So I decided to check out the injectors myself. 

This was not my first time changing injectors, but was my first on this car. All was good until I got to the removal of the injectors from the rail. No matter how hard I tried I could not pull them out with my hand or by prying them out from the side slits on the (connector side of the injector) plastic cap. Being very frustrated i made a boneheaded move and decided to use channel locks and just pull them out (with turning and rocking motion of course). 
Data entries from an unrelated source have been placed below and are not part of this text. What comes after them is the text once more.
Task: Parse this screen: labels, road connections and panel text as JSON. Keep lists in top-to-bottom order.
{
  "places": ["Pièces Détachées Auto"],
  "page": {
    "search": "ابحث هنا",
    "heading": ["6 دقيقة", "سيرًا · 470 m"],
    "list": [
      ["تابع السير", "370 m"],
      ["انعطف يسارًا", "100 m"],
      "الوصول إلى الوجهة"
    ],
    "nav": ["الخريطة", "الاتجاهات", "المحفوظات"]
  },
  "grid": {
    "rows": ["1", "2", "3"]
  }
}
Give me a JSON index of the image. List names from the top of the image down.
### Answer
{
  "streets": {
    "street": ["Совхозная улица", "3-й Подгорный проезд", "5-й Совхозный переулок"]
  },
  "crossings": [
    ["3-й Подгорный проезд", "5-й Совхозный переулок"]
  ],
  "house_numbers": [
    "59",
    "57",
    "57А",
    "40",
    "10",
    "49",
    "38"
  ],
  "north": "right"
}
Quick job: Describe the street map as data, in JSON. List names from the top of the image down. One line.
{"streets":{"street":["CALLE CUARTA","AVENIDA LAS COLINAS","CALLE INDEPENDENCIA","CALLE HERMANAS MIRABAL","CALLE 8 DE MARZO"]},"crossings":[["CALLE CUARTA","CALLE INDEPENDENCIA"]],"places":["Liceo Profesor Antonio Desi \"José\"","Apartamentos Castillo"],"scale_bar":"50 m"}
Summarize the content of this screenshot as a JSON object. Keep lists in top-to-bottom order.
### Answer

While pulling 3 of the 4 injectors out, the channel locks slipped and I had broke some of the plastic wall around the top of the injectors. I dont have any pictures and dont know much about these injectors but the wall looks like a plastic ring on the top side of the injector. There is a pintle in the middle of the circular plastic wall but it doesnt look like an "in" port for fuel; more like a guide for the pintle. There is also a washer and a rubber/plastic bushing that fits between the pintle and the plastic wall and appears to just hold the injector in the rail with the combination of the metal hold-down caps. The wall is also only about 1/16th of an inch thick. 

What is the purpose of this wall? 
Is it just for helping to keep dirt away from the pintle on top (which looks like a guide to me)?

Since mine are broken do I have to replace the injectors?
Please help ASAP. Thanks.


----------



## jbarnesiii88 (May 14, 2014)

I just took some pictures but do not know how to post them. Searched the forum but cannot find out how to.

Update: found out how to. Will upload ina few mins


----------



## jbarnesiii88 (May 14, 2014)

http://s9.postimg.org/tqvi9sg3z/20140525_191319.jpg

http://s9.postimg.org/mcarv5jm7/20140525_191201.jpg

You can see the circular plastic edge /wall on top of the injectors and where I had broken it (the chunk missing). A view of the pintle is also included to show that it is not damaged (still seems like a guide to me, not an injection port since there is only a metal washer, plastic/rubber bushing or spacer, and the injector hold-down cap that sit on around and on top of the injector)


----------



## jbarnesiii88 (May 14, 2014)

Might I add that I believe these are the original injectors. I cannot be 100% sure though. They are the JECS injectors, pink tops, and are cruddy. The injectors dont seem to be clogged but there is alot of residues between the O-rings which indicates alot of usage.

Being 20 years old, I think they may need to be changed anyways. Also I had heard that GA16 injectors from B13 bodies, in general, were problematic. Some people recommended B14 injectors. Are they the same spray pattern and injection amount (cc) ? Because I may end up just changing them. Alot less hastle then messing with old injectors.


----------



## jbarnesiii88 (May 14, 2014)

Nobody knows?... I find this very difficult to believe... the same type of injectors were run on the 1.8's and supposedly early sr20's and the sr20's are one of the most sought after engines. I am leaving for the junkyard right now to pull a set of injectors from a B13 and a set from 2 B14's. Maybe i'll have better luck.


----------